### DATASET EXCERPTS

----

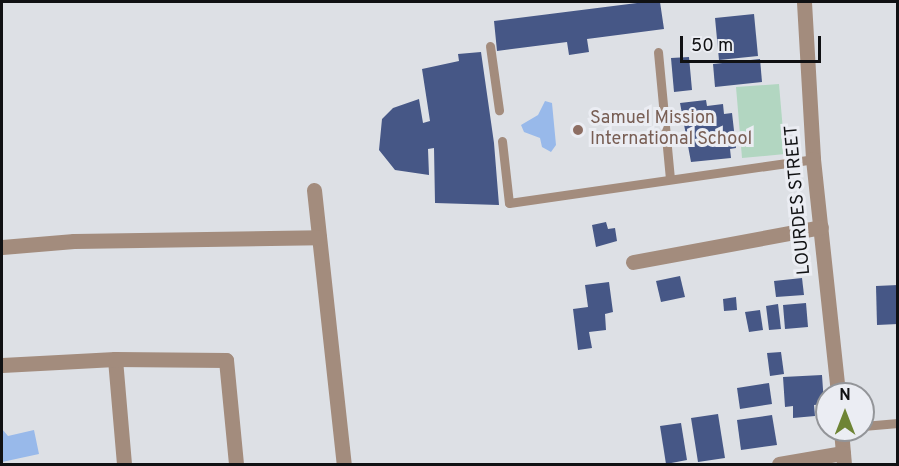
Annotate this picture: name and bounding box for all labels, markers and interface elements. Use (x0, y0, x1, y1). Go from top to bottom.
scale bar (683, 24, 824, 62)
text: 50 m (691, 35, 733, 58)
place label: Samuel Mission International School (590, 109, 752, 152)
marker: Samuel Mission International School (571, 123, 585, 137)
street label: LOURDES STREET (782, 124, 816, 276)
north arrow (815, 382, 875, 442)
text: N (839, 386, 851, 406)

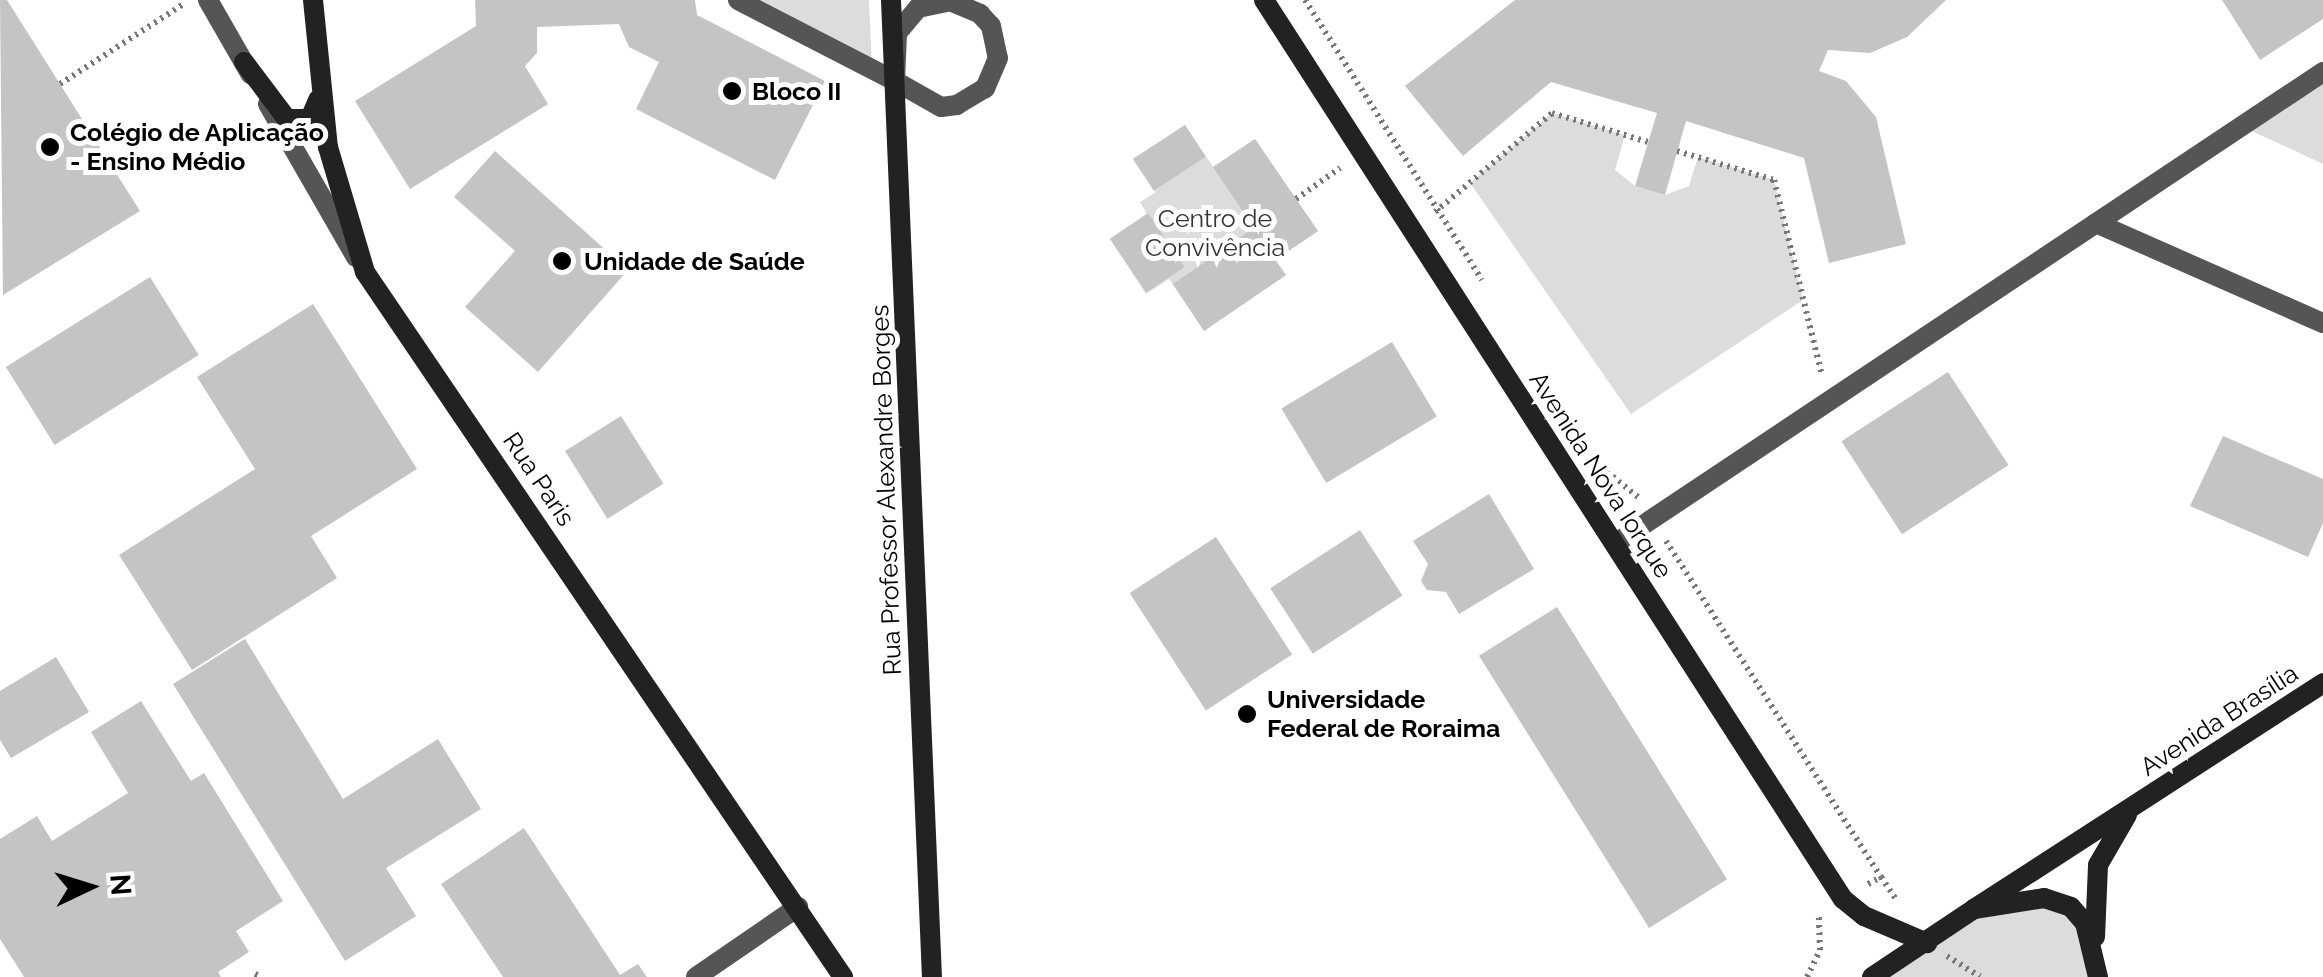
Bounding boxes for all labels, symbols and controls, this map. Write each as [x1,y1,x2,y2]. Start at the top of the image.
place label: Bloco II [752,76,841,106]
marker: Bloco II [721,80,743,102]
place label: Colégio de Aplicação - Ensino Médio [70,118,325,177]
marker: Colégio de Aplicação - Ensino Médio [39,136,61,158]
park label: Centro de Convivência [1145,204,1285,263]
place label: Unidade de Saúde [584,246,805,276]
marker: Unidade de Saúde [549,248,575,274]
street label: Rua Professor Alexandre Borges [865,304,907,676]
street label: Avenida Nova Iorque [1523,366,1679,584]
street label: Rua Paris [497,427,581,531]
street label: Avenida Brasília [2135,658,2303,782]
place label: Universidade Federal de Roraima [1267,685,1501,744]
marker: Universidade Federal de Roraima [1236,703,1258,725]
north arrow [40,837,140,937]
text: N [103,873,138,897]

----

### TASK INSTRUCTIONS
The data above must be written out again without alteration, and the pictures in them must be excluded.

### TASK RESULT
Annotate this picture: name and bounding box for all labels, markers and interface elements. Use (x0, y0, x1, y1). Go from top to bottom.
scale bar (683, 24, 824, 62)
text: 50 m (691, 35, 733, 58)
place label: Samuel Mission International School (590, 109, 752, 152)
marker: Samuel Mission International School (571, 123, 585, 137)
street label: LOURDES STREET (782, 124, 816, 276)
north arrow (815, 382, 875, 442)
text: N (839, 386, 851, 406)

Bounding boxes for all labels, symbols and controls, this map. Write each as [x1,y1,x2,y2]. Start at the top of the image.
place label: Bloco II [752,76,841,106]
marker: Bloco II [721,80,743,102]
place label: Colégio de Aplicação - Ensino Médio [70,118,325,177]
marker: Colégio de Aplicação - Ensino Médio [39,136,61,158]
park label: Centro de Convivência [1145,204,1285,263]
place label: Unidade de Saúde [584,246,805,276]
marker: Unidade de Saúde [549,248,575,274]
street label: Rua Professor Alexandre Borges [865,304,907,676]
street label: Avenida Nova Iorque [1523,366,1679,584]
street label: Rua Paris [497,427,581,531]
street label: Avenida Brasília [2135,658,2303,782]
place label: Universidade Federal de Roraima [1267,685,1501,744]
marker: Universidade Federal de Roraima [1236,703,1258,725]
north arrow [40,837,140,937]
text: N [103,873,138,897]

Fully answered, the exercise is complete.